Heterojunction-composited architecture for Li–O2 batteries with low overpotential and long-term cyclability.

Abstract

The crucial issue among lithium−oxygen batteries (LOBs) lies in the development of highly efficient catalysts to improve their large discharge−charge polarization, poor rate capability, and short cycle life. Herein, a composite of three-dimensional honeycomb graphene-supported a Mo/Mo2C heterojunction has been synthesized and can be utilized as a self-supported LOB cathode directly.
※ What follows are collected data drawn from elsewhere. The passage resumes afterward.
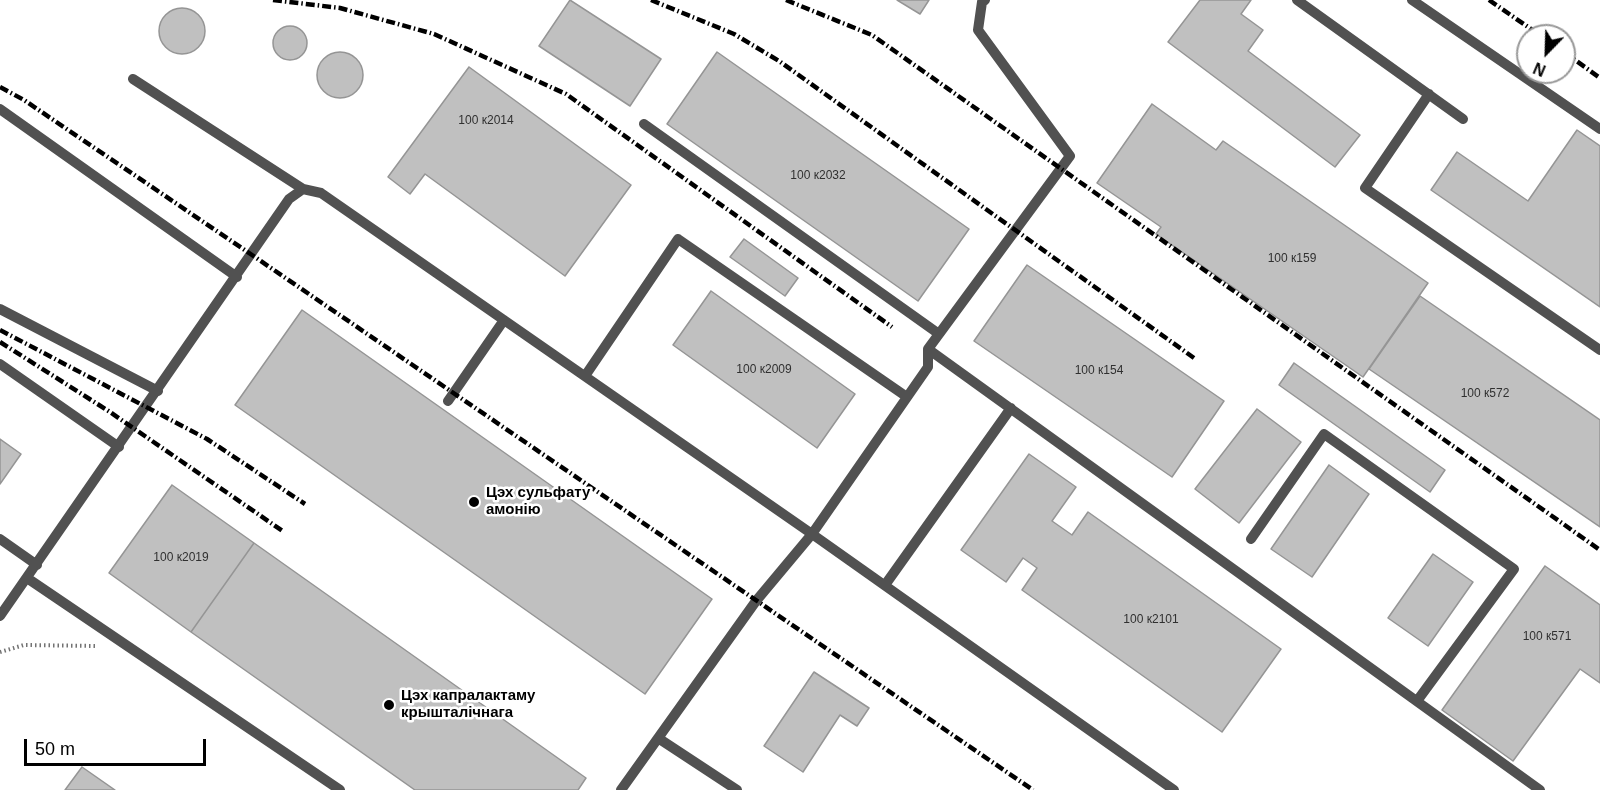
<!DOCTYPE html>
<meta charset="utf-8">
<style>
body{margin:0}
#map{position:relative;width:1600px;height:790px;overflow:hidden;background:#fff;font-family:Arial,sans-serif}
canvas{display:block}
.north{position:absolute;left:1516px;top:24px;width:60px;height:60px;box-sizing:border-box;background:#fff;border:2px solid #999;border-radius:50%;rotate:203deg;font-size:16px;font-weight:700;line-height:24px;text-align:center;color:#000}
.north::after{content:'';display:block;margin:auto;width:21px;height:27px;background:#000;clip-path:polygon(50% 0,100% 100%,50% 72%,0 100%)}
.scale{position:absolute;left:24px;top:739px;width:182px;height:27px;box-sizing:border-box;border:3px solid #000;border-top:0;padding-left:8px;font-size:18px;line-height:21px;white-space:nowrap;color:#000;-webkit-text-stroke:4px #fff;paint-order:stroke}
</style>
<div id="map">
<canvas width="1600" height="790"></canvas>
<div class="north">N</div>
<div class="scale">50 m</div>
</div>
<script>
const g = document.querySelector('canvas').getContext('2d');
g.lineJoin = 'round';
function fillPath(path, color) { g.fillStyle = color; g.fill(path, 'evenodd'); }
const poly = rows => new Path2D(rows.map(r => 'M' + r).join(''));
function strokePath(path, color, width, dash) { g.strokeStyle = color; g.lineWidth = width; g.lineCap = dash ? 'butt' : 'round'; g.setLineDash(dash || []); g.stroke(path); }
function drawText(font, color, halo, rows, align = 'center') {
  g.font = font + ' Arial,sans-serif'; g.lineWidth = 5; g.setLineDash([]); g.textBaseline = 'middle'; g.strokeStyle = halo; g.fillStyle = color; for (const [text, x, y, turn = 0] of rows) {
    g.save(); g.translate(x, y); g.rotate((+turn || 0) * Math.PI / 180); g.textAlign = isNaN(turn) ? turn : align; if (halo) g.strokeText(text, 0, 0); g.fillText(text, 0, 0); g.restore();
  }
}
const building = poly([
 [570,0,661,59,630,106,539,46,570,0],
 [897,0,929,0,920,14,897,0],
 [1200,0,1251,0,1241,14,1263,30,1248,51,1360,135,1335,167,1168,42,1200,0],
 '159 31a23 23 0 1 1 46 0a23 23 0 1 1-46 0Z',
 '273 43a17 17 0 1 1 34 0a17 17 0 1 1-34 0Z',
 [717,52,969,229,918,301,667,124,717,52],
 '317 75a23 23 0 1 1 46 0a23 23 0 1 1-46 0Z',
 [469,67,631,185,565,276,425,174,410,194,388,177,469,67],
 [1152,104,1216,150,1223,141,1428,283,1363,377,1156,234,1161,227,1097,183,1152,104],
 [1577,130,1600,146,1600,307,1431,190,1457,152,1528,201,1577,130],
 [744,239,798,278,785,296,730,257,744,239],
 [1027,265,1224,401,1172,477,974,341,1027,265],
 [711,291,855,394,817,448,673,345,711,291],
 [1420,296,1600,420,1600,527,1369,369,1420,296],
 [302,310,712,599,645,694,235,405,302,310],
 [1294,363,1445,470,1430,492,1279,385,1294,363],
 [1257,409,1301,442,1239,523,1195,489,1257,409],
 [0,439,21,454,0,484,0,439],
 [1029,454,1076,487,1052,521,1072,535,1088,512,1281,649,1222,732,1022,590,1037,568,1023,558,1006,582,961,550,1029,454],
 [1329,465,1369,494,1312,577,1271,549,1329,465],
 [172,485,254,543,191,632,109,573,172,485],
 [254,543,586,778,578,790,415,790,191,632,254,543],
 [1433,554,1473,582,1428,646,1388,618,1433,554],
 [1545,566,1600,605,1600,683,1580,669,1513,761,1442,710,1545,566],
 [814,672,869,708,857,726,840,715,803,772,764,746,814,672],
 [82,767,115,790,65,790,82,767]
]);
fillPath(building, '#c0c0c0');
strokePath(building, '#959595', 1.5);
strokePath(poly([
 [0,652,24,645,97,646]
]), '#737373', 4, [1.5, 3]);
strokePath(poly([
 [1297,0,1463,119],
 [1412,0,1600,129],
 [133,79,303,189,321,193,812,534,1174,790],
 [1429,94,1365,188,1600,350],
 [0,109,237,277],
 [644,124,939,334],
 [0,309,158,391],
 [928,349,1540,790],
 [0,364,119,447],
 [585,376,678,239,907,397],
 [448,401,504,320],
 [0,539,37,565],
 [1251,539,1324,434,1514,569,1417,701],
 [27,578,340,790],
 [885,585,1011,408],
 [0,616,289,199,303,189],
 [658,738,737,790],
 [621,790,756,601,812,534,928,367,928,349,1070,156,978,30,982,2,985,0]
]), '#515151', 10);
strokePath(poly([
 [273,0,340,8,434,34,566,94,892,327],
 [651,0,734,34,779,61,1194,358],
 [786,0,872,35,1600,550],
 [1489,0,1541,36],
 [1564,52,1600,78],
 [0,87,24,100,252,255,1033,790],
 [0,330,207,439,305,504],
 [0,342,110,412,284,532]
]), '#000', 4.5, [9, 3, 1.5, 3]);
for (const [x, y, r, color] of [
 [474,502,6,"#000"],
 [389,705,6,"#000"]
]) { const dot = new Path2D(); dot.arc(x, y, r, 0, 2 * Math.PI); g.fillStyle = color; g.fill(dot); strokePath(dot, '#fff', 2); }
drawText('12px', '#303030', null, [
 ["100 к2014",486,121],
 ["100 к2032",818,176],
 ["100 к159",1292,259],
 ["100 к2009",764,370],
 ["100 к154",1099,371],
 ["100 к572",1485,394],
 ["100 к2019",181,558],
 ["100 к2101",1151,620],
 ["100 к571",1547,637]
]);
drawText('bold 15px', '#000', '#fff', [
 ["Цэх сульфату",486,493],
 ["амонію",486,510],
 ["Цэх капралактаму",401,696],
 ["крышталічнага",401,713]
], 'left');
</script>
The LOBs based on the Mo/Mo2C heterojunction composite cathode show a low overpotential of 0.52 V, a high discharge capacity of about 12016 mAh g−1 at 100 mA g−1, and a long-term cyclability (about 360 cycles) under a restricted capacity of 1000 mAh g−1 at 100 mA g−1, which exceeds the features of the majority of Mo-based catalysts for LOBs reported so far. Based on both experimental tests and density functional calculations, it is confirmed that the outstanding electrochemical performance is closely associated with a hierarchical porous structure for convenient oxygen/electrolyte diffusion, a large number of activity sites (interfaces/defects) for high capacity, and a high conductivity with metallic bonds for good rate capability. The method can be extended to prepare other metal based heterojunctions.